RECORDS SHOWN Start Marker
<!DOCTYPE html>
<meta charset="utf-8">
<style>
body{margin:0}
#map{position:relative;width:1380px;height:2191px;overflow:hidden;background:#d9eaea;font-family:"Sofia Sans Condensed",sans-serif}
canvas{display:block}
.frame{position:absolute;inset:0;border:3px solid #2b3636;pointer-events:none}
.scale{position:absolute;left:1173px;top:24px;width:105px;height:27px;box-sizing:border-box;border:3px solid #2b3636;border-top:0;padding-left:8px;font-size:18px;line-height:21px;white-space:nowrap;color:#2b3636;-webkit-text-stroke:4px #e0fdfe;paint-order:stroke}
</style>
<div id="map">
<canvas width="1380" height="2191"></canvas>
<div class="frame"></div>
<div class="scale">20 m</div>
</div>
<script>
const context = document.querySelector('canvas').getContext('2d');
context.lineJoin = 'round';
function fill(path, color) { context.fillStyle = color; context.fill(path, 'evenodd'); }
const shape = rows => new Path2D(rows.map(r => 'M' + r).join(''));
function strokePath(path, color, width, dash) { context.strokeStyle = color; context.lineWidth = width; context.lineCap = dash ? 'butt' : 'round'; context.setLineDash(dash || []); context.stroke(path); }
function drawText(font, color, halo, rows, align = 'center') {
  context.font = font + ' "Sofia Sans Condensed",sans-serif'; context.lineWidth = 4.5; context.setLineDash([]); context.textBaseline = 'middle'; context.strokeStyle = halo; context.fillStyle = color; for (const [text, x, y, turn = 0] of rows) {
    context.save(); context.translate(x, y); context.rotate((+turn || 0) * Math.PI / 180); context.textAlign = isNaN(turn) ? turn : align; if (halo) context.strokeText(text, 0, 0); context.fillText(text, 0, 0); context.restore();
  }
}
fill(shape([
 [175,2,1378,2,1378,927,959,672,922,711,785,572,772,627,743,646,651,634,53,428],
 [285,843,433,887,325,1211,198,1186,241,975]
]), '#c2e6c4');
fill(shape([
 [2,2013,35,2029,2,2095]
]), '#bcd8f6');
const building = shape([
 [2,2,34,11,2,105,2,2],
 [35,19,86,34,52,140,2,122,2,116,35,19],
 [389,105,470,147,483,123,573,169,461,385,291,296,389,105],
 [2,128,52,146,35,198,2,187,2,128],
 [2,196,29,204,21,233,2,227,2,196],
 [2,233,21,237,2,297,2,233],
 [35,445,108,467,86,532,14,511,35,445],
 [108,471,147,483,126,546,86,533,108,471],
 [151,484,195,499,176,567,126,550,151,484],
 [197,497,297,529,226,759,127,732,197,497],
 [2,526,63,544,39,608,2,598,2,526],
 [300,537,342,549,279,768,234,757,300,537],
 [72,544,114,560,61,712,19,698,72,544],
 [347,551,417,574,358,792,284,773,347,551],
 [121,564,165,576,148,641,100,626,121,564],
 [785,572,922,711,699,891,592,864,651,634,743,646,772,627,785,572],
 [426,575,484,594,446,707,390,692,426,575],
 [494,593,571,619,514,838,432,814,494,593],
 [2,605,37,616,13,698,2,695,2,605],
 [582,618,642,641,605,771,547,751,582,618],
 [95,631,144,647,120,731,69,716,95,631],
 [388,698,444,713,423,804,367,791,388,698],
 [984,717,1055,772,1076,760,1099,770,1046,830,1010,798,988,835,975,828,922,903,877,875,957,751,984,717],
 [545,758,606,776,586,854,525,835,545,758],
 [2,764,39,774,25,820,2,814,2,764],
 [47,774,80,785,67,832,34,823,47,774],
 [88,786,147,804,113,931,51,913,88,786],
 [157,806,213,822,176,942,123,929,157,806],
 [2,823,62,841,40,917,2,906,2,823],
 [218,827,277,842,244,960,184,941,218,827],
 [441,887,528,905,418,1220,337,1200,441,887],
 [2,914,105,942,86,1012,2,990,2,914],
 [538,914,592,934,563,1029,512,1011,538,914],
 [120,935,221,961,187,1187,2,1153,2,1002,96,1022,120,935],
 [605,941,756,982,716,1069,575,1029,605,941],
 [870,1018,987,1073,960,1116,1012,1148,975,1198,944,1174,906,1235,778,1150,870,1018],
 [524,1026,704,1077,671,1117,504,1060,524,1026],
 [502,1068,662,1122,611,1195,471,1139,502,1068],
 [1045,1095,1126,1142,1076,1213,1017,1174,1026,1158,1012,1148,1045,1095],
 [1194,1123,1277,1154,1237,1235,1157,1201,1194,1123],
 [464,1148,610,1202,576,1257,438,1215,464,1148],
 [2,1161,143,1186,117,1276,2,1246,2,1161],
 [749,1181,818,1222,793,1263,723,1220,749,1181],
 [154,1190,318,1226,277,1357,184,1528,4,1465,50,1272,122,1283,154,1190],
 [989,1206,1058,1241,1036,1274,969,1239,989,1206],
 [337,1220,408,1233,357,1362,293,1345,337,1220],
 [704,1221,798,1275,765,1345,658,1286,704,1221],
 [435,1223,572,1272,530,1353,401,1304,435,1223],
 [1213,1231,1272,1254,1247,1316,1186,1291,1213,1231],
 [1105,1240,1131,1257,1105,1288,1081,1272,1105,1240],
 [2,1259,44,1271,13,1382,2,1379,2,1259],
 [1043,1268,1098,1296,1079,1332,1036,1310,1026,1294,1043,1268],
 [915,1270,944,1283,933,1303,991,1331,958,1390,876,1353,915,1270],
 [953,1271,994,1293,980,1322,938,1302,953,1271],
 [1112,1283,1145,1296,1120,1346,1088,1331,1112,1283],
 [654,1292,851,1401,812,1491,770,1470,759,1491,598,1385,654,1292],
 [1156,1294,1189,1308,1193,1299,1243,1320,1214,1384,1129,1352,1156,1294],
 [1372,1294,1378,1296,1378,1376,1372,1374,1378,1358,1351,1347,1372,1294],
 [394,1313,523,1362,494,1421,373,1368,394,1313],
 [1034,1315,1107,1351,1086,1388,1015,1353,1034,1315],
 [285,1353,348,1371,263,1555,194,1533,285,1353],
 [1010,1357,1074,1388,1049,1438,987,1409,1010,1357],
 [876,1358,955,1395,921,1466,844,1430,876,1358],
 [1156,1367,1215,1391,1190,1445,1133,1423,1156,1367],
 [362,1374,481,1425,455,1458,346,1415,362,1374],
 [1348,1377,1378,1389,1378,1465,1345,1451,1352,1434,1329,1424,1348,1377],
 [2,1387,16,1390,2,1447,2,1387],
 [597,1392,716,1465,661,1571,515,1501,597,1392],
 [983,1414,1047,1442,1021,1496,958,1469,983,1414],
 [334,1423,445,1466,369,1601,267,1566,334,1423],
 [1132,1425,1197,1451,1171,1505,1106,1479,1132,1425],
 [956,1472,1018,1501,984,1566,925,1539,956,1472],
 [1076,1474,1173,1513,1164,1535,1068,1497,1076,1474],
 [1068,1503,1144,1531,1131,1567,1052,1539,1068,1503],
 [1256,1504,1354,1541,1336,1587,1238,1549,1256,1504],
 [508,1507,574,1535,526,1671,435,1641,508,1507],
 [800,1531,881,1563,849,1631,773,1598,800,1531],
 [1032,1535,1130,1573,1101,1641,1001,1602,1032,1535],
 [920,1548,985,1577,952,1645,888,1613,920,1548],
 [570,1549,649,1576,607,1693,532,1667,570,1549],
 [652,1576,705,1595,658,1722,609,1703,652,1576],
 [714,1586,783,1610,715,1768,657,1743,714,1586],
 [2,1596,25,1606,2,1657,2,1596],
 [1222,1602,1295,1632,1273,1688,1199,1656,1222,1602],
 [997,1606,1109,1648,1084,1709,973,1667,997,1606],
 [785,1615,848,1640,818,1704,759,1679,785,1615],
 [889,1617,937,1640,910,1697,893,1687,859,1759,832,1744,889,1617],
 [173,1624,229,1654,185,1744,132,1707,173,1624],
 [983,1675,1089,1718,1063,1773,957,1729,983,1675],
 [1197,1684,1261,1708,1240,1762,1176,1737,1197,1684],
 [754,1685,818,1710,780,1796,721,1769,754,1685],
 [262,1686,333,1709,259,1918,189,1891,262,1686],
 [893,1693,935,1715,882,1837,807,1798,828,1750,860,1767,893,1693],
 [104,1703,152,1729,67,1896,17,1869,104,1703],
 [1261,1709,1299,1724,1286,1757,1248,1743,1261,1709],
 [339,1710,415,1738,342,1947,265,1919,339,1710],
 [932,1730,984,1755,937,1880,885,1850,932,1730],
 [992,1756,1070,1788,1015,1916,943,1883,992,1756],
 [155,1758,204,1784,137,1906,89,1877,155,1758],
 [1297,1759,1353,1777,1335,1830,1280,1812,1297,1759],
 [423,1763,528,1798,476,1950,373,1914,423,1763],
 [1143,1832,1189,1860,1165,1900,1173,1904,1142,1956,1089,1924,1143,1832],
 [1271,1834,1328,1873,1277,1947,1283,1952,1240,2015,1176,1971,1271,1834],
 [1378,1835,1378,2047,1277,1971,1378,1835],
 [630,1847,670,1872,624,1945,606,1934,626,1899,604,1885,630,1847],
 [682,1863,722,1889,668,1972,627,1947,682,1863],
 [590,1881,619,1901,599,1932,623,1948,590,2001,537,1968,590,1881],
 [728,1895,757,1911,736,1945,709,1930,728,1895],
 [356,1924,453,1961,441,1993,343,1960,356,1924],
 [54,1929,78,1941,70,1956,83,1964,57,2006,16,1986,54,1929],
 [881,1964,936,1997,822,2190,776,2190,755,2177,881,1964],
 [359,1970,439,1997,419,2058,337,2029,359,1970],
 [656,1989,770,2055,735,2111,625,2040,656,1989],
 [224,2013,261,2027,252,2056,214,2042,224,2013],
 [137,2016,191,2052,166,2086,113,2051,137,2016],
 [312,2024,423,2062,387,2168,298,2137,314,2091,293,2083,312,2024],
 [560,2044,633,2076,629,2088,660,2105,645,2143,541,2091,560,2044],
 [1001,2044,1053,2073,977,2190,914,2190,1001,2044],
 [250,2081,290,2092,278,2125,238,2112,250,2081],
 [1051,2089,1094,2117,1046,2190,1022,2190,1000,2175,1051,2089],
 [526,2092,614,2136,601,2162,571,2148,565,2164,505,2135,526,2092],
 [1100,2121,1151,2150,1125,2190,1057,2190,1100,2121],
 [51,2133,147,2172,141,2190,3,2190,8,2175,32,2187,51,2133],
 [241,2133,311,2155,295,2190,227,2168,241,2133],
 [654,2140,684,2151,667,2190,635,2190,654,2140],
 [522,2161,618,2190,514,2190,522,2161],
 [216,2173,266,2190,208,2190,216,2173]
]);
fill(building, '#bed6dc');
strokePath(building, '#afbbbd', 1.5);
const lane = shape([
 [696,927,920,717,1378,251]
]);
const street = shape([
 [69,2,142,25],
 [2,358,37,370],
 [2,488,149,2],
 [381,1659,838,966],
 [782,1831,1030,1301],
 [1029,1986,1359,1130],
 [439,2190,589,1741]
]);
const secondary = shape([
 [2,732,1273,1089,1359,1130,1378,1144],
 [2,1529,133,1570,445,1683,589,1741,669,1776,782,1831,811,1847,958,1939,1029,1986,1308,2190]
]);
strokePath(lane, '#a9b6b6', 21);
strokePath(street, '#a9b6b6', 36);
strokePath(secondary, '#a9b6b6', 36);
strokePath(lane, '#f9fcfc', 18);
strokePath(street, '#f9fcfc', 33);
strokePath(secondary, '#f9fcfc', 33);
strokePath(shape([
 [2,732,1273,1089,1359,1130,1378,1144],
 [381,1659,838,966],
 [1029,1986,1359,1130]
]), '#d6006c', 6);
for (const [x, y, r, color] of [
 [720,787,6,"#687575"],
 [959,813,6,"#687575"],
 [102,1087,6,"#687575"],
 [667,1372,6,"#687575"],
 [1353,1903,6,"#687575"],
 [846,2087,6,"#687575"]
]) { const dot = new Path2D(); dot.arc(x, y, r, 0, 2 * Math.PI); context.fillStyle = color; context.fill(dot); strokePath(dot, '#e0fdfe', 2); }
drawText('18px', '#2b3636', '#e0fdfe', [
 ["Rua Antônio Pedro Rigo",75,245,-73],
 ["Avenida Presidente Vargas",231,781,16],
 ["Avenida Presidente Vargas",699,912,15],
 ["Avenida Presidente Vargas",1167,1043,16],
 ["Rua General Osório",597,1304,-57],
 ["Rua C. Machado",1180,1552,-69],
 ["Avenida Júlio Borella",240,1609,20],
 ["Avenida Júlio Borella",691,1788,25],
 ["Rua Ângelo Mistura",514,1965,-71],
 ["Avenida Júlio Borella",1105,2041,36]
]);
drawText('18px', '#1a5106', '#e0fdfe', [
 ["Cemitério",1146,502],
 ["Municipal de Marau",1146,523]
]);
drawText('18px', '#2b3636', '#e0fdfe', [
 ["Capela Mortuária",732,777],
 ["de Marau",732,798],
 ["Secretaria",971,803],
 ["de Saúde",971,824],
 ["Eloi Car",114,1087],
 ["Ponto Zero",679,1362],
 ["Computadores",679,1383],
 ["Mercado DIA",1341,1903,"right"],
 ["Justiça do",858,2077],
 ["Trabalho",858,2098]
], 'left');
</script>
RECORDS SHOWN End Marker
EXERCISE REQUIREMENTS: Find and copy each line in the material above where the string "align" occurs.

REPLY:
function drawText(font, color, halo, rows, align = 'center') {
    context.save(); context.translate(x, y); context.rotate((+turn || 0) * Math.PI / 180); context.textAlign = isNaN(turn) ? turn : align; if (halo) context.strokeText(text, 0, 0); context.fillText(text, 0, 0); context.restore();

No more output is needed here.